Entries taken from a collection

────────────────────────────────────────

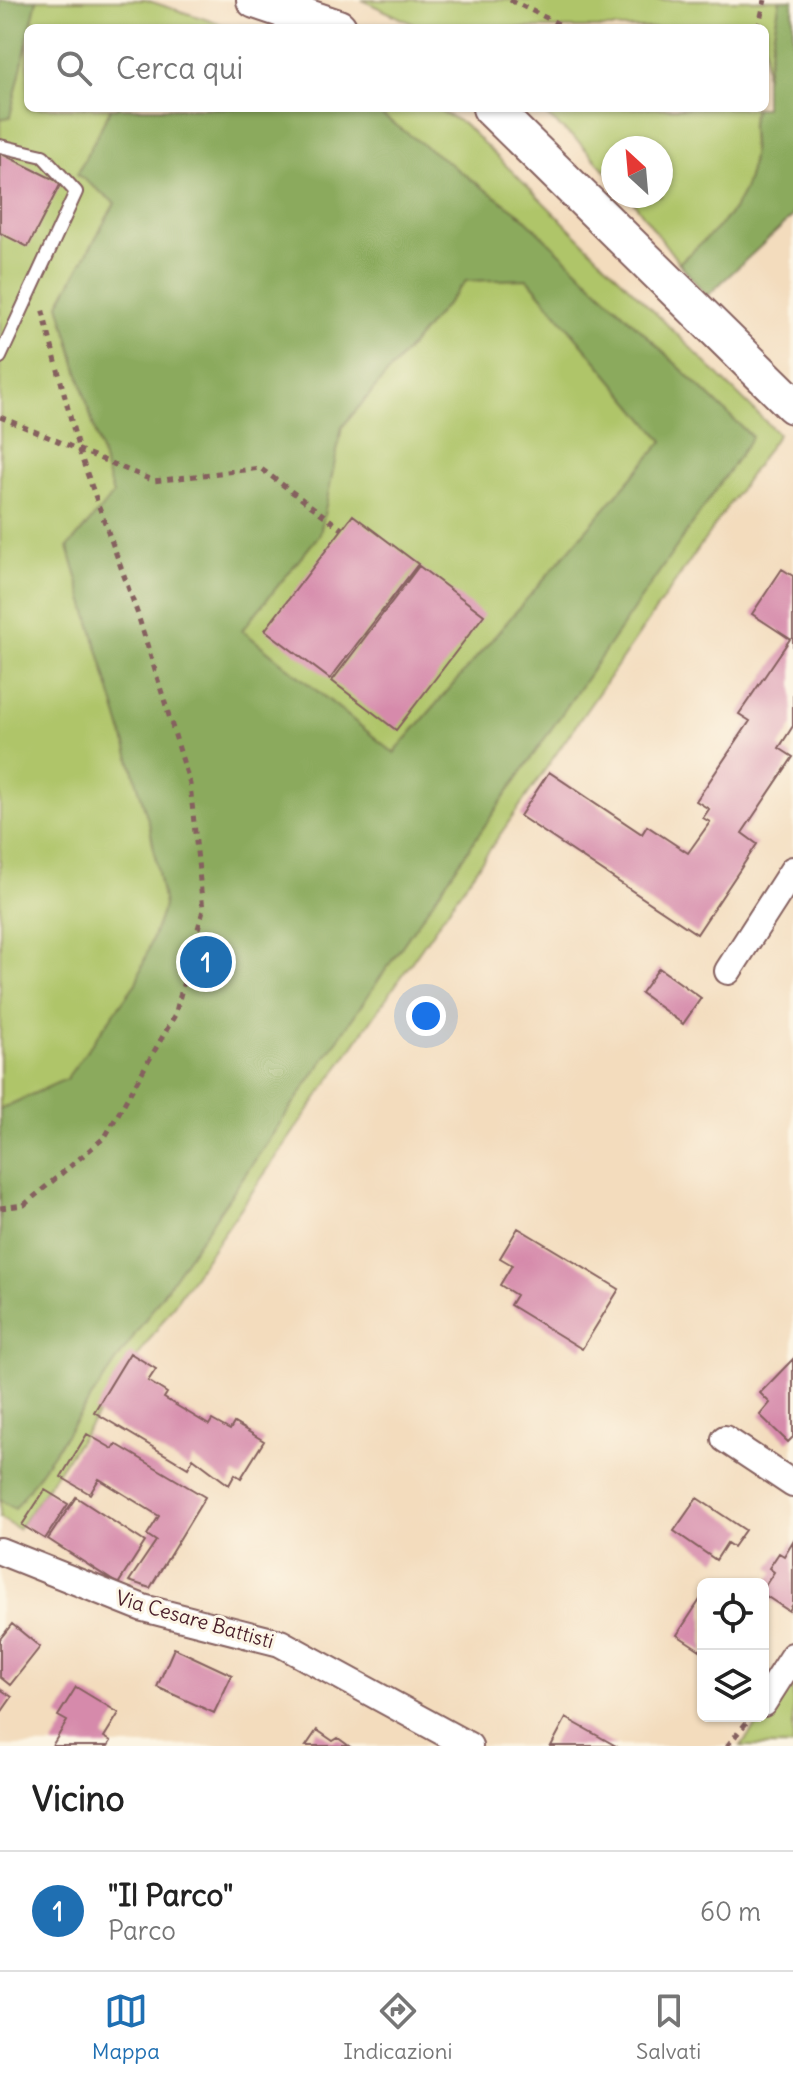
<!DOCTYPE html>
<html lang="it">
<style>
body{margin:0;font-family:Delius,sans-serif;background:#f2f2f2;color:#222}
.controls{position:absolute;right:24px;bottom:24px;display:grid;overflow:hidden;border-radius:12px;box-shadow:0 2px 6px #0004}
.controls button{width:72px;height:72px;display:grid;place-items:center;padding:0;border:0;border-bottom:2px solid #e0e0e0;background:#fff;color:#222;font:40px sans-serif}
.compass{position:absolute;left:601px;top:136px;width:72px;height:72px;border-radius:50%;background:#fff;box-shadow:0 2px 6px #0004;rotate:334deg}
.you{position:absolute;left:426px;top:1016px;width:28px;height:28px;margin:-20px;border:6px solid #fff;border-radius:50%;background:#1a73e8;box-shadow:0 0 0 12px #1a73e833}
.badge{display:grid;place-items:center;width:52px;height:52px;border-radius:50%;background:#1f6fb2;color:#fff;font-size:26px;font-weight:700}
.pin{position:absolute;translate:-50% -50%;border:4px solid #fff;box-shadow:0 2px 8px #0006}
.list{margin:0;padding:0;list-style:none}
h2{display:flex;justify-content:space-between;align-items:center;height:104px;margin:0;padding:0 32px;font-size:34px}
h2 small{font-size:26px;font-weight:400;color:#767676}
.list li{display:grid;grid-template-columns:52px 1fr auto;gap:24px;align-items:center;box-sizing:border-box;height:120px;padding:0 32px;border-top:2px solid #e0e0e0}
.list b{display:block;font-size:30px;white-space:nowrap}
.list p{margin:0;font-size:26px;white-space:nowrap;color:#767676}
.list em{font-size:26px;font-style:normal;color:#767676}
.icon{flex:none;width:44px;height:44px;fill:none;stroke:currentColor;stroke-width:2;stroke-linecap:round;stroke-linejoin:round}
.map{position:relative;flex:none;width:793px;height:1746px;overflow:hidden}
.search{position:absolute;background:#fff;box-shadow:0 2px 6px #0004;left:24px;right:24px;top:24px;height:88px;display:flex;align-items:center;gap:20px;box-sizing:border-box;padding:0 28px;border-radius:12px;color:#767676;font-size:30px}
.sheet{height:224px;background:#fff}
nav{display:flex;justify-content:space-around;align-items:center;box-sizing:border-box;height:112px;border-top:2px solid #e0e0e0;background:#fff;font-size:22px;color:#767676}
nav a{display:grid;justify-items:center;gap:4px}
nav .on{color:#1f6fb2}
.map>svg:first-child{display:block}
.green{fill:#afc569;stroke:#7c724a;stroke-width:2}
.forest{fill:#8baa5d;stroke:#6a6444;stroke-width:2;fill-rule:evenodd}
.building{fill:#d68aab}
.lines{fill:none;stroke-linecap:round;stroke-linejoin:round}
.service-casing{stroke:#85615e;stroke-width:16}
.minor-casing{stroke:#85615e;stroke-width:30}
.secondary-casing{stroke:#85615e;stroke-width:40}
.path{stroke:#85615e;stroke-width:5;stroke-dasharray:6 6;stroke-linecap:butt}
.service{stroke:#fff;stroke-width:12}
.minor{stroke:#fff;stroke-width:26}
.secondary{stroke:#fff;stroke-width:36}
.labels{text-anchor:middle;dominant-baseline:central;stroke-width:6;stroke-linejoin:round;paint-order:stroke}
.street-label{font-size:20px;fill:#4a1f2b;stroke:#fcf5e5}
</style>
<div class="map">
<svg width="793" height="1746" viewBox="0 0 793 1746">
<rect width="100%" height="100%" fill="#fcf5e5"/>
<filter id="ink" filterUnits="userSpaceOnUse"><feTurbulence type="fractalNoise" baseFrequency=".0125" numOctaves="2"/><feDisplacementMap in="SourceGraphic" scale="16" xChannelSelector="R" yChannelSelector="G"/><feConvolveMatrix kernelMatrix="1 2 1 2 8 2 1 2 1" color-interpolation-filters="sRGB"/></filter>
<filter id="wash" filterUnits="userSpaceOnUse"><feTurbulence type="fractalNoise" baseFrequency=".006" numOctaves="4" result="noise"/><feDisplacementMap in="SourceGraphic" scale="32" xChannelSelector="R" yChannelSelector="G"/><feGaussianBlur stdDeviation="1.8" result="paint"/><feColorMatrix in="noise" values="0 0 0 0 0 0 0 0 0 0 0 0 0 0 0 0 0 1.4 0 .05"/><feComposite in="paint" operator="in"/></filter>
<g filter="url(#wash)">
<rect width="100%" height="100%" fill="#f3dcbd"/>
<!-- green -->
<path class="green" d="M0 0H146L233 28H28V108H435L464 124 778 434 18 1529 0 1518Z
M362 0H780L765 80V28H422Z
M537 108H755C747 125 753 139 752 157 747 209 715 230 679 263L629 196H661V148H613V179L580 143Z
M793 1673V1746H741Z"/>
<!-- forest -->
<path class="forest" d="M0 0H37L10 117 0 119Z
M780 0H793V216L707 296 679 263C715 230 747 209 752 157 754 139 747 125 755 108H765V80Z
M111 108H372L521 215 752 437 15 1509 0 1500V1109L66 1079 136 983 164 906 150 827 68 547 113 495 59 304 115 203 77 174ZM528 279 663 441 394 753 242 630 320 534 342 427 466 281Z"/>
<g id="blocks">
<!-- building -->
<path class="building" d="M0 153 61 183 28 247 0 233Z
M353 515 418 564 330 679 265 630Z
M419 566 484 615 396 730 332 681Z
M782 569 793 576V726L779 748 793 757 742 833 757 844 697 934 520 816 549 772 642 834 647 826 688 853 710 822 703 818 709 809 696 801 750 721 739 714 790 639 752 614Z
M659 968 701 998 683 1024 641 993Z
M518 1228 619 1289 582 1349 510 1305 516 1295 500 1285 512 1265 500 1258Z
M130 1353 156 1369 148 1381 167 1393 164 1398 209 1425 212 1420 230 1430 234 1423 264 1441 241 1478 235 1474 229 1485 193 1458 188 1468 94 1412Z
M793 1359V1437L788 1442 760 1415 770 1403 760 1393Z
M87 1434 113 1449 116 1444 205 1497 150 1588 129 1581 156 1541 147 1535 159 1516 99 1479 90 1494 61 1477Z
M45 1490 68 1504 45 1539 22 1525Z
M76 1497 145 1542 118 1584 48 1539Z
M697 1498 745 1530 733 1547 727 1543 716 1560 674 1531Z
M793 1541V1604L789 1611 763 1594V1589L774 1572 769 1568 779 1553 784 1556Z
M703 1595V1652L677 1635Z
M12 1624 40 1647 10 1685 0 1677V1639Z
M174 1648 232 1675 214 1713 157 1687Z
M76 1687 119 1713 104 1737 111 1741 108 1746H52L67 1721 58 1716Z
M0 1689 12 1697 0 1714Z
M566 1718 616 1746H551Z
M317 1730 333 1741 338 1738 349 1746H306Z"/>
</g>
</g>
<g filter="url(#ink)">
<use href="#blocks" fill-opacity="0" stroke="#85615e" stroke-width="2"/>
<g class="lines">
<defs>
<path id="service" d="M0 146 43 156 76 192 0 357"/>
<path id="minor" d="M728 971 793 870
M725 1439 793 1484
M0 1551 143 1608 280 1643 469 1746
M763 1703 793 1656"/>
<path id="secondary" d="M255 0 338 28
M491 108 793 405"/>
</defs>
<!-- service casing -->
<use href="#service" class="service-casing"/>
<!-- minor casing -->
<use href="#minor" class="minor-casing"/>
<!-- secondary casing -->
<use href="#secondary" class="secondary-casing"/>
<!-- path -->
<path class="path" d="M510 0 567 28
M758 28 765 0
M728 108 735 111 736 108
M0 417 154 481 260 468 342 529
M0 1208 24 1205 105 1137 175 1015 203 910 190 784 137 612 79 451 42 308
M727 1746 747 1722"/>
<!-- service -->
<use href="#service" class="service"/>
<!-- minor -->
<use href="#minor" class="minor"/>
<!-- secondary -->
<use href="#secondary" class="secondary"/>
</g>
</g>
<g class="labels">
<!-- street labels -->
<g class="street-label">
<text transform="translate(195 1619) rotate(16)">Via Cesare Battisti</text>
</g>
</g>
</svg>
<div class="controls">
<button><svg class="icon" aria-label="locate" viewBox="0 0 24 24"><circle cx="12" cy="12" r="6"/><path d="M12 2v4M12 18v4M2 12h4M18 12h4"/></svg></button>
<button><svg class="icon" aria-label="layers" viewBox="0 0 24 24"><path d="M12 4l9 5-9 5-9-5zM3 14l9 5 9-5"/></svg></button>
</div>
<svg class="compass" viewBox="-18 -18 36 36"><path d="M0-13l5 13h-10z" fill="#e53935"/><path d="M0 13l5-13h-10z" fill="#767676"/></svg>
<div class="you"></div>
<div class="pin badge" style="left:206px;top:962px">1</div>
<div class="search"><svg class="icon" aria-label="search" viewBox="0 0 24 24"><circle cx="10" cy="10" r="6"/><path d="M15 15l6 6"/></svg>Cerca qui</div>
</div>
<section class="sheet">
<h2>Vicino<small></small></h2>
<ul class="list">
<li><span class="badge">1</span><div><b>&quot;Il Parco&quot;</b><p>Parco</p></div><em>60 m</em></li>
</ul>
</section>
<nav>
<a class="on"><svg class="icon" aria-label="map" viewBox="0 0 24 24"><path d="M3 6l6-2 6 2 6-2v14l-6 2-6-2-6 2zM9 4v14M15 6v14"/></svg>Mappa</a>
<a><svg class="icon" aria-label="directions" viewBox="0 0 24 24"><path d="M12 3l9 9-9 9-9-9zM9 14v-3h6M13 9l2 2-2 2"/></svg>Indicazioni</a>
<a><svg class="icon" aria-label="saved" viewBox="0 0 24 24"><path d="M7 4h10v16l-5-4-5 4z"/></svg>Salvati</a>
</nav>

────────────────────────────────────────

_What the task asks_: Where a line of the entries contains "lines", report that line.

_Solution for this exercise_:
.lines{fill:none;stroke-linecap:round;stroke-linejoin:round}
<g class="lines">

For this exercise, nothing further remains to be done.